§ **Task objective**
Select the lines of the records containing the word "buttons" and list them.

★ ★ ★

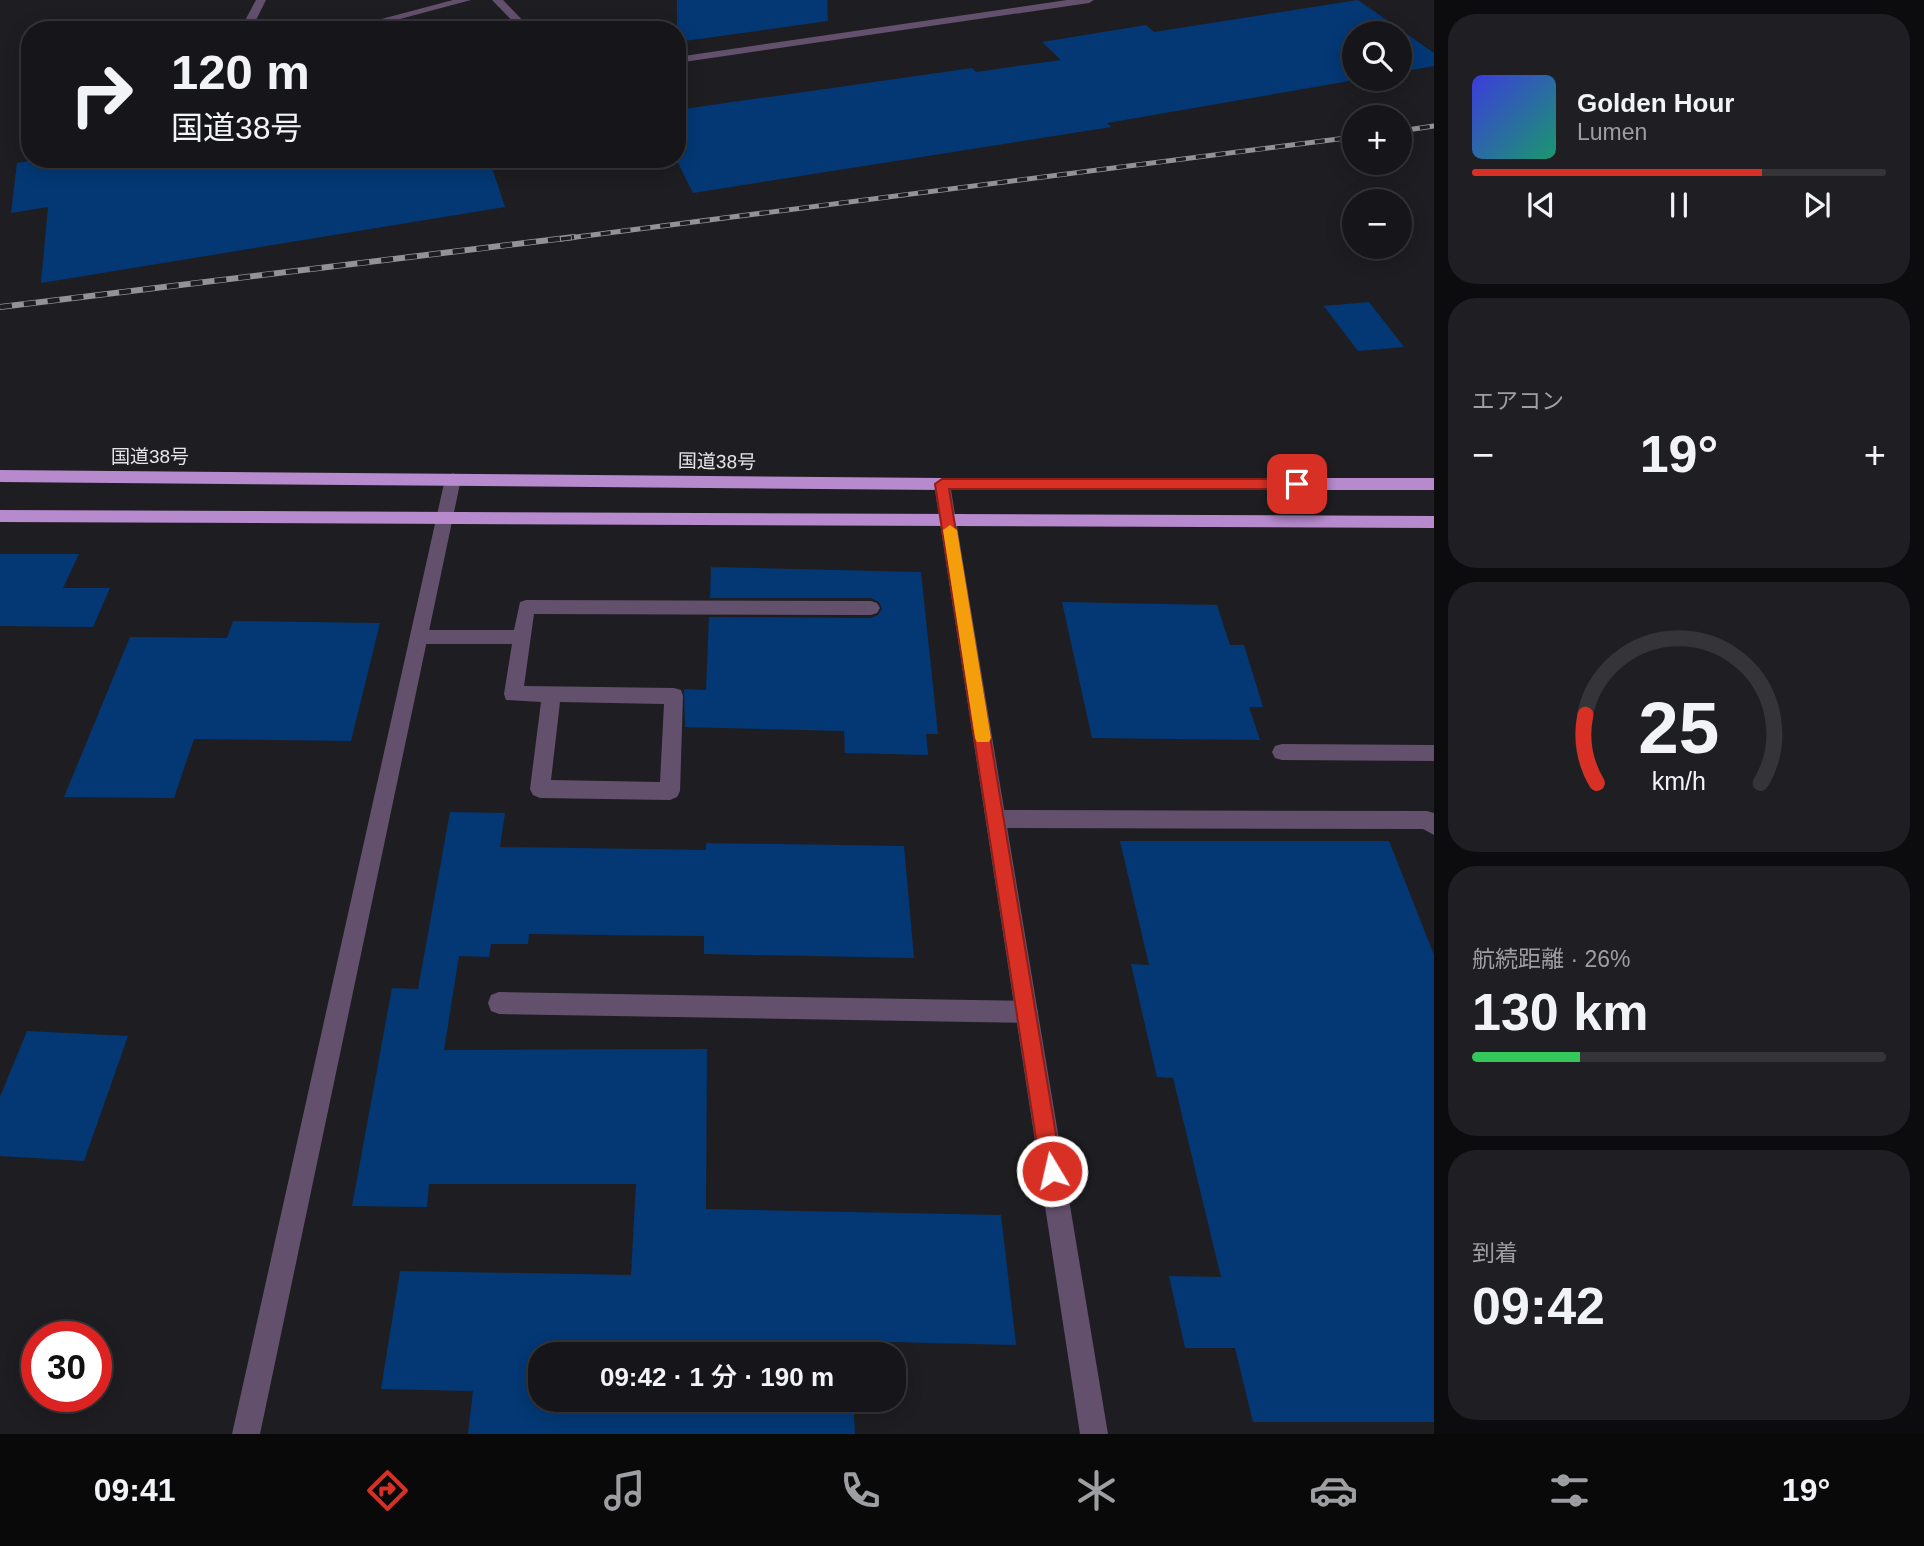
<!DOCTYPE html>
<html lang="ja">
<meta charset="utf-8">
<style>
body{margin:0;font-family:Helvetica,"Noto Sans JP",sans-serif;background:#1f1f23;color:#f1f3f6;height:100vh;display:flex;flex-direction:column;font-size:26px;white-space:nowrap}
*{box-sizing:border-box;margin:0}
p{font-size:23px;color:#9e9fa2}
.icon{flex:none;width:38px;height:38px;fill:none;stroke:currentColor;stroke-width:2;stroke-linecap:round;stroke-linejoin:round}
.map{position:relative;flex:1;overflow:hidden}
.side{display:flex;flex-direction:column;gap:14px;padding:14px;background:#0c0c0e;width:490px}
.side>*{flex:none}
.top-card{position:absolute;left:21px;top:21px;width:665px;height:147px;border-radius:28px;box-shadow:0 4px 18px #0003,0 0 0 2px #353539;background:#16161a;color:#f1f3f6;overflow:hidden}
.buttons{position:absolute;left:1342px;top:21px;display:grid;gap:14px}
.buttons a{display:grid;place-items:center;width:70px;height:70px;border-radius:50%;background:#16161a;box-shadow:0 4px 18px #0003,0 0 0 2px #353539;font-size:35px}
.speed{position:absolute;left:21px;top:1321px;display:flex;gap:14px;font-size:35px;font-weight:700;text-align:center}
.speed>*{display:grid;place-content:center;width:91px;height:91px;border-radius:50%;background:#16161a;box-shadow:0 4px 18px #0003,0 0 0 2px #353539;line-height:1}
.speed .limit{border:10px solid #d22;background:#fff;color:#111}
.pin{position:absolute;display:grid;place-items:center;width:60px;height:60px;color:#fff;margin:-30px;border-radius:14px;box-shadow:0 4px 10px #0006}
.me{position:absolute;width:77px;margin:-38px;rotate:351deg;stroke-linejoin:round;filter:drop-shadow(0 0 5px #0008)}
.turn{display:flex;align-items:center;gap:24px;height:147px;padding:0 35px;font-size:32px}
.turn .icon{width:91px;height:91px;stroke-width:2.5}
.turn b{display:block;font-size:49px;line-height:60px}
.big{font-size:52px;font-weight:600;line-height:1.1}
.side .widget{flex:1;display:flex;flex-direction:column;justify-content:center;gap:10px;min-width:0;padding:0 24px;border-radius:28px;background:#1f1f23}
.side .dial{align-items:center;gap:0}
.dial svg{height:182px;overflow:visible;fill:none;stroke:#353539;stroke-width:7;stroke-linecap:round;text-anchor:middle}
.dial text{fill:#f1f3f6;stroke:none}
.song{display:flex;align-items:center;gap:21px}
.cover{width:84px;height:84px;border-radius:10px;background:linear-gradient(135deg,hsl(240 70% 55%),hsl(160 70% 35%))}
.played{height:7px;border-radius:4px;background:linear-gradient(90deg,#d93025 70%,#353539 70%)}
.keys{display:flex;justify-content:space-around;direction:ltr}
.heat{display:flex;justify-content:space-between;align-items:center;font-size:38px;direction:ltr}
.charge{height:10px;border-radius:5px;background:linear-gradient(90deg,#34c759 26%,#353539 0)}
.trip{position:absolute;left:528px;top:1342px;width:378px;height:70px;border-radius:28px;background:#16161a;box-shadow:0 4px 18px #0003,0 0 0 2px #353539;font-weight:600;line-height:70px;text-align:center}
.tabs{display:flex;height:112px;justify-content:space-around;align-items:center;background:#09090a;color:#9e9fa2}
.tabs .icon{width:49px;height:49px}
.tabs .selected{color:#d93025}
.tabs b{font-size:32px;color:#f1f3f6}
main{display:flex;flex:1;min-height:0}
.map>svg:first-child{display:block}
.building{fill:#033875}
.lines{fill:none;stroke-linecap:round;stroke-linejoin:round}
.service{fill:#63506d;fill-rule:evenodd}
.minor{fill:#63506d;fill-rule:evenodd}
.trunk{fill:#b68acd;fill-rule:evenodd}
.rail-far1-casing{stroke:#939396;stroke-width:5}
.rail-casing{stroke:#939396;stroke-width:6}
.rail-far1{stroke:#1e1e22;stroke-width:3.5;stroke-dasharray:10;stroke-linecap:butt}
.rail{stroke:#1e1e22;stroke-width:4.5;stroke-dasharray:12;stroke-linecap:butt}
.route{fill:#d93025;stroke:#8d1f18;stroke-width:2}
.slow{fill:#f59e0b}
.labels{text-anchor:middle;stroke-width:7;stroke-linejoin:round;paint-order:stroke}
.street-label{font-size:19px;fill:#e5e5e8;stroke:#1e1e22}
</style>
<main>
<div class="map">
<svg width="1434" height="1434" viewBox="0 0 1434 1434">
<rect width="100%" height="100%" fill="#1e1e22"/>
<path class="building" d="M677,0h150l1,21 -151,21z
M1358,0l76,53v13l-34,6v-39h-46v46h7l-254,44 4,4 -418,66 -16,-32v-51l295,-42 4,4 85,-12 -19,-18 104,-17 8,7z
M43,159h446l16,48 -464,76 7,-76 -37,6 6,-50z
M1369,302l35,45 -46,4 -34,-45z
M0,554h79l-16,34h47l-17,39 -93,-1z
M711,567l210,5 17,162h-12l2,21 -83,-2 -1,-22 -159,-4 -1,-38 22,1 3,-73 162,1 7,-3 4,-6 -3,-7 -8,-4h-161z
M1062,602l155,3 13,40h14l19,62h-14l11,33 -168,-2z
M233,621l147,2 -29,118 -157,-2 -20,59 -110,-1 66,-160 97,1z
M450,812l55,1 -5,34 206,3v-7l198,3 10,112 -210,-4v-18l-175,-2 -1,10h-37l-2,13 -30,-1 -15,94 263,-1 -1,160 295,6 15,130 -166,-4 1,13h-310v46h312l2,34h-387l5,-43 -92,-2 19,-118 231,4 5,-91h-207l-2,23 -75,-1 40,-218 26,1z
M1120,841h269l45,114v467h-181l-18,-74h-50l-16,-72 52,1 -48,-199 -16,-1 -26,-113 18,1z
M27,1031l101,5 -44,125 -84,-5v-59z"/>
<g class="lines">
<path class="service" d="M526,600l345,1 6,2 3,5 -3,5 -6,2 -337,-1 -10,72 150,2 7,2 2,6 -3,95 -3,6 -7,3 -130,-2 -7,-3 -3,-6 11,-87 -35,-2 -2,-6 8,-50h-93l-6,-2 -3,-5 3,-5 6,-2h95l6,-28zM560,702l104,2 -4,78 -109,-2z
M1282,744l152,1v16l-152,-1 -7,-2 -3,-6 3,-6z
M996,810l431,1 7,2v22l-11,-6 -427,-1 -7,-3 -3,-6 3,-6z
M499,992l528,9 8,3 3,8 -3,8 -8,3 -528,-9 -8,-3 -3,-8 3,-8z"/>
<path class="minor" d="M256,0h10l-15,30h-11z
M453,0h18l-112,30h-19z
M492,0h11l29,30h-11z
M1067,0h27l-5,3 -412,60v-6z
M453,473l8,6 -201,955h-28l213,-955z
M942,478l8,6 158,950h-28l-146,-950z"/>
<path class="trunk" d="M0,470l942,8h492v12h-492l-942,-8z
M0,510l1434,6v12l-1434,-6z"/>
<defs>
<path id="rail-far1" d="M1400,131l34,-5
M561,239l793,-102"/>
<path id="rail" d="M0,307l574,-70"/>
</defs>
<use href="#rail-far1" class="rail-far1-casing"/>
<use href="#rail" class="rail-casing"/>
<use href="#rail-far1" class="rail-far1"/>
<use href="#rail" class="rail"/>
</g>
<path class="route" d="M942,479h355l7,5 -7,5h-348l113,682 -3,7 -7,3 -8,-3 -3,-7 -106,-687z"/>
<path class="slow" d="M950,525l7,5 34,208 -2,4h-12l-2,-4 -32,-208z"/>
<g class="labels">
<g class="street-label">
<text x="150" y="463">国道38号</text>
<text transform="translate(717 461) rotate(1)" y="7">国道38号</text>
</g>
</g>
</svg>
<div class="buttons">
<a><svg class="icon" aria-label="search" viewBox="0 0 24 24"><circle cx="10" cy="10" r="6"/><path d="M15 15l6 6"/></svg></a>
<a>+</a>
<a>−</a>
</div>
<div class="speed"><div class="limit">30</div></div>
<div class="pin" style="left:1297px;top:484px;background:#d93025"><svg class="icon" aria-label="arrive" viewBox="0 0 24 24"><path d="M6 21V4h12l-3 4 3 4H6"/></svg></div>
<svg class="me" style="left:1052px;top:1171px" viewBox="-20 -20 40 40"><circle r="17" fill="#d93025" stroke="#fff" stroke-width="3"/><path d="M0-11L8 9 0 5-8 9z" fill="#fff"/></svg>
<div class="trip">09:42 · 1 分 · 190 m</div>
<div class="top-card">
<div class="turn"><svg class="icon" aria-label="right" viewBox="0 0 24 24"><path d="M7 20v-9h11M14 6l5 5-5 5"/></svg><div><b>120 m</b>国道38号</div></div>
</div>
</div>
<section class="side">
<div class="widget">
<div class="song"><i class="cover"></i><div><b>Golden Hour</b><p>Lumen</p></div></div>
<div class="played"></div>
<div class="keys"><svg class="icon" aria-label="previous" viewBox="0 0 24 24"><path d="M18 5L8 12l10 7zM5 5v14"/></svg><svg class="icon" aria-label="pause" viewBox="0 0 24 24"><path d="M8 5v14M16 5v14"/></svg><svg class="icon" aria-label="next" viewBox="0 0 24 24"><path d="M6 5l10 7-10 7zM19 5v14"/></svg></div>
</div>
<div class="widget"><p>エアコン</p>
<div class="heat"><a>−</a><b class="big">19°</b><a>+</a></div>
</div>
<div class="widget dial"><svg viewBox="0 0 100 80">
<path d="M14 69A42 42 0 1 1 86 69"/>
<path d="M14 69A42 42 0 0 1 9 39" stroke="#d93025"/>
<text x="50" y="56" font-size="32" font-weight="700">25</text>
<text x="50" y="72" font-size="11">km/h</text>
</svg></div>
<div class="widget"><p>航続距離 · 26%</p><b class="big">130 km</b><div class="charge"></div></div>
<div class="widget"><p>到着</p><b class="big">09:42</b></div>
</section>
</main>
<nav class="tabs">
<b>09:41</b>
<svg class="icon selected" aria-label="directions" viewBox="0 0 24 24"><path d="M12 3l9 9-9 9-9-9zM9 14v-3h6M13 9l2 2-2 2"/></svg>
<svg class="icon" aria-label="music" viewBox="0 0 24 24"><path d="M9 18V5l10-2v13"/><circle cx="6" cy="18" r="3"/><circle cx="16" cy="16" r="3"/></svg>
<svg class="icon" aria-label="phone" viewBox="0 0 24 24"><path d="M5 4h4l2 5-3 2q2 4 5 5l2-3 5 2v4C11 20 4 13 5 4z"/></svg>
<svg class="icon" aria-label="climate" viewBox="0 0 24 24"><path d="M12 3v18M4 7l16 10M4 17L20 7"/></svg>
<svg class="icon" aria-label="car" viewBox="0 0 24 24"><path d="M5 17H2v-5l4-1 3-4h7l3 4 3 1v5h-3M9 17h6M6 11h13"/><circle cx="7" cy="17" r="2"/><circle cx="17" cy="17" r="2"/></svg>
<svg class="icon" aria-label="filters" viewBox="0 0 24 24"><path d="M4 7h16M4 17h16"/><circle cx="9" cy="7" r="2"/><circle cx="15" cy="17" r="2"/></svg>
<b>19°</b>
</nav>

★ ★ ★

§ **Response to this task**
.buttons{position:absolute;left:1342px;top:21px;display:grid;gap:14px}
.buttons a{display:grid;place-items:center;width:70px;height:70px;border-radius:50%;background:#16161a;box-shadow:0 4px 18px #0003,0 0 0 2px #353539;font-size:35px}
<div class="buttons">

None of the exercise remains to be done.